**HOW TO COMPLETE THIS TASK**
Set the whole listing down again, word for word, with no pictures.
################
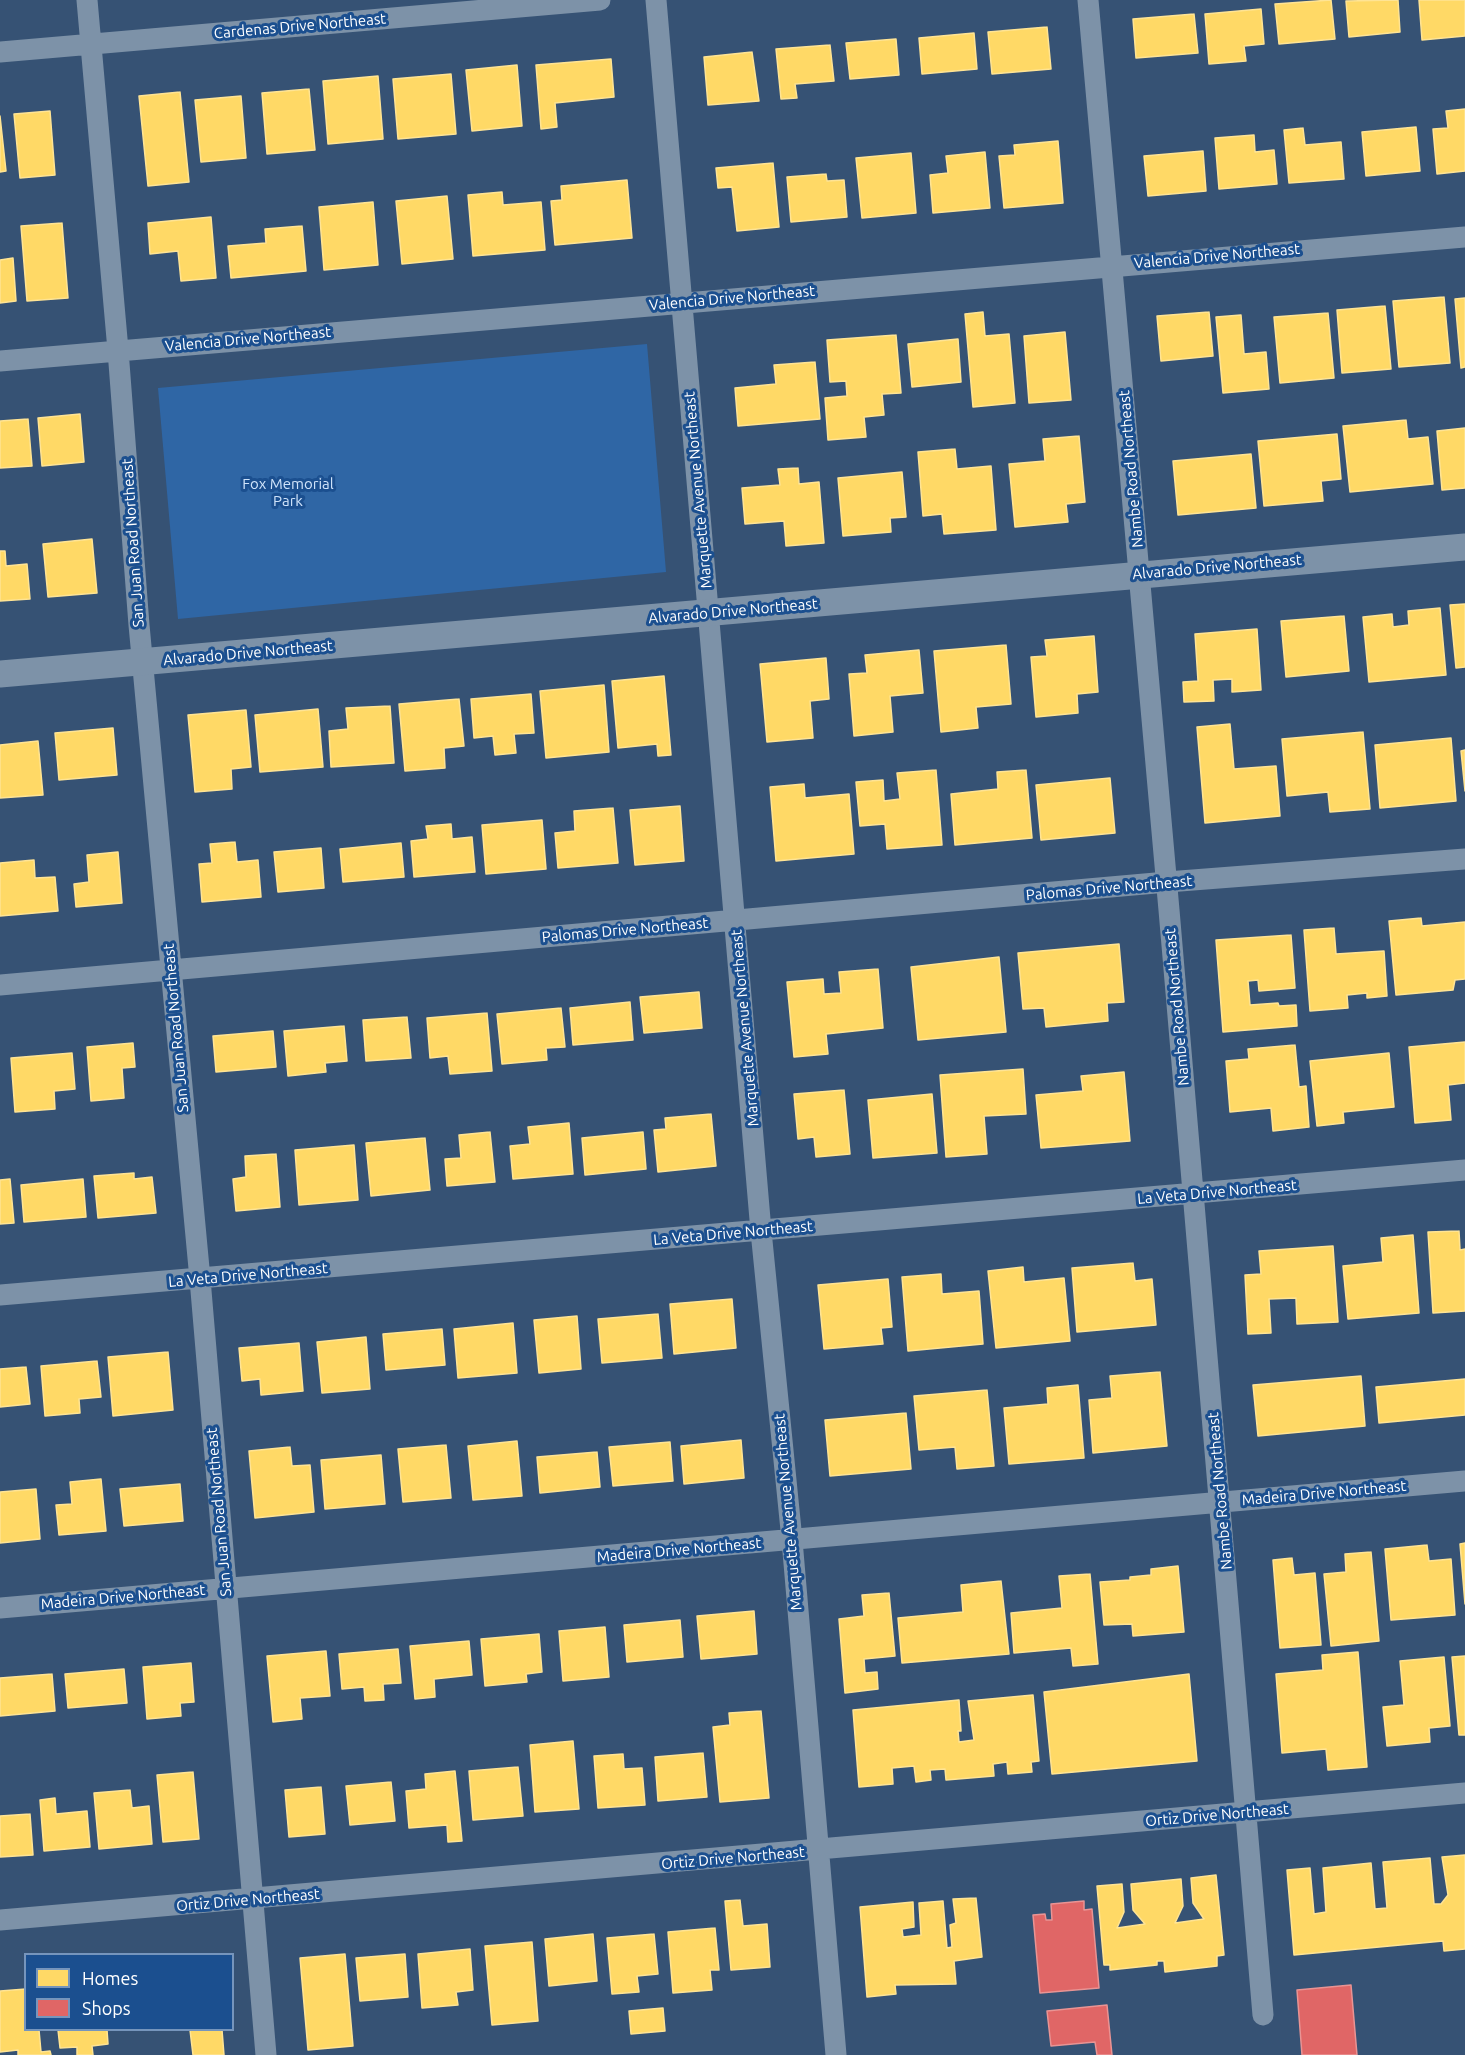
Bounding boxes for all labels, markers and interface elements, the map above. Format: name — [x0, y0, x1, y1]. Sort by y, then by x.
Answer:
street label: Cardenas Drive Northeast — [213, 10, 387, 42]
street label: Valencia Drive Northeast — [1133, 240, 1301, 272]
street label: Valencia Drive Northeast — [648, 282, 816, 314]
street label: Valencia Drive Northeast — [164, 323, 332, 355]
street label: Nambe Road Northeast — [1115, 390, 1147, 548]
street label: Marquette Avenue Northeast — [680, 391, 716, 589]
street label: San Juan Road Northeast — [118, 458, 148, 628]
park label: Fox Memorial Park — [242, 475, 334, 510]
street label: Alvarado Drive Northeast — [1132, 551, 1302, 583]
street label: Alvarado Drive Northeast — [648, 595, 818, 627]
street label: Alvarado Drive Northeast — [163, 637, 333, 669]
street label: Palomas Drive Northeast — [1025, 872, 1193, 904]
street label: Palomas Drive Northeast — [541, 914, 709, 946]
street label: Nambe Road Northeast — [1161, 928, 1193, 1086]
street label: Marquette Avenue Northeast — [727, 929, 763, 1127]
street label: San Juan Road Northeast — [160, 943, 192, 1113]
street label: La Veta Drive Northeast — [1137, 1176, 1297, 1208]
street label: La Veta Drive Northeast — [653, 1217, 813, 1249]
street label: La Veta Drive Northeast — [168, 1259, 328, 1291]
street label: Nambe Road Northeast — [1204, 1412, 1236, 1570]
street label: Marquette Avenue Northeast — [770, 1413, 806, 1611]
street label: San Juan Road Northeast — [203, 1427, 235, 1597]
street label: Madeira Drive Northeast — [1241, 1477, 1407, 1509]
street label: Madeira Drive Northeast — [596, 1534, 762, 1566]
street label: Madeira Drive Northeast — [40, 1581, 206, 1613]
street label: Ortiz Drive Northeast — [1144, 1800, 1290, 1830]
street label: Ortiz Drive Northeast — [660, 1843, 806, 1873]
street label: Ortiz Drive Northeast — [175, 1885, 321, 1915]
legend — [24, 1953, 234, 2031]
text: Homes — [82, 1968, 138, 1988]
text: Shops — [82, 1998, 131, 2018]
################
**FINISHED TASK**
Bounding boxes for all labels, markers and interface elements, the map above. Format: name — [x0, y0, x1, y1]. Sort by y, then by x.
Answer:
street label: Cardenas Drive Northeast — [213, 10, 387, 42]
street label: Valencia Drive Northeast — [1133, 240, 1301, 272]
street label: Valencia Drive Northeast — [648, 282, 816, 314]
street label: Valencia Drive Northeast — [164, 323, 332, 355]
street label: Nambe Road Northeast — [1115, 390, 1147, 548]
street label: Marquette Avenue Northeast — [680, 391, 716, 589]
street label: San Juan Road Northeast — [118, 458, 148, 628]
park label: Fox Memorial Park — [242, 475, 334, 510]
street label: Alvarado Drive Northeast — [1132, 551, 1302, 583]
street label: Alvarado Drive Northeast — [648, 595, 818, 627]
street label: Alvarado Drive Northeast — [163, 637, 333, 669]
street label: Palomas Drive Northeast — [1025, 872, 1193, 904]
street label: Palomas Drive Northeast — [541, 914, 709, 946]
street label: Nambe Road Northeast — [1161, 928, 1193, 1086]
street label: Marquette Avenue Northeast — [727, 929, 763, 1127]
street label: San Juan Road Northeast — [160, 943, 192, 1113]
street label: La Veta Drive Northeast — [1137, 1176, 1297, 1208]
street label: La Veta Drive Northeast — [653, 1217, 813, 1249]
street label: La Veta Drive Northeast — [168, 1259, 328, 1291]
street label: Nambe Road Northeast — [1204, 1412, 1236, 1570]
street label: Marquette Avenue Northeast — [770, 1413, 806, 1611]
street label: San Juan Road Northeast — [203, 1427, 235, 1597]
street label: Madeira Drive Northeast — [1241, 1477, 1407, 1509]
street label: Madeira Drive Northeast — [596, 1534, 762, 1566]
street label: Madeira Drive Northeast — [40, 1581, 206, 1613]
street label: Ortiz Drive Northeast — [1144, 1800, 1290, 1830]
street label: Ortiz Drive Northeast — [660, 1843, 806, 1873]
street label: Ortiz Drive Northeast — [175, 1885, 321, 1915]
legend — [24, 1953, 234, 2031]
text: Homes — [82, 1968, 138, 1988]
text: Shops — [82, 1998, 131, 2018]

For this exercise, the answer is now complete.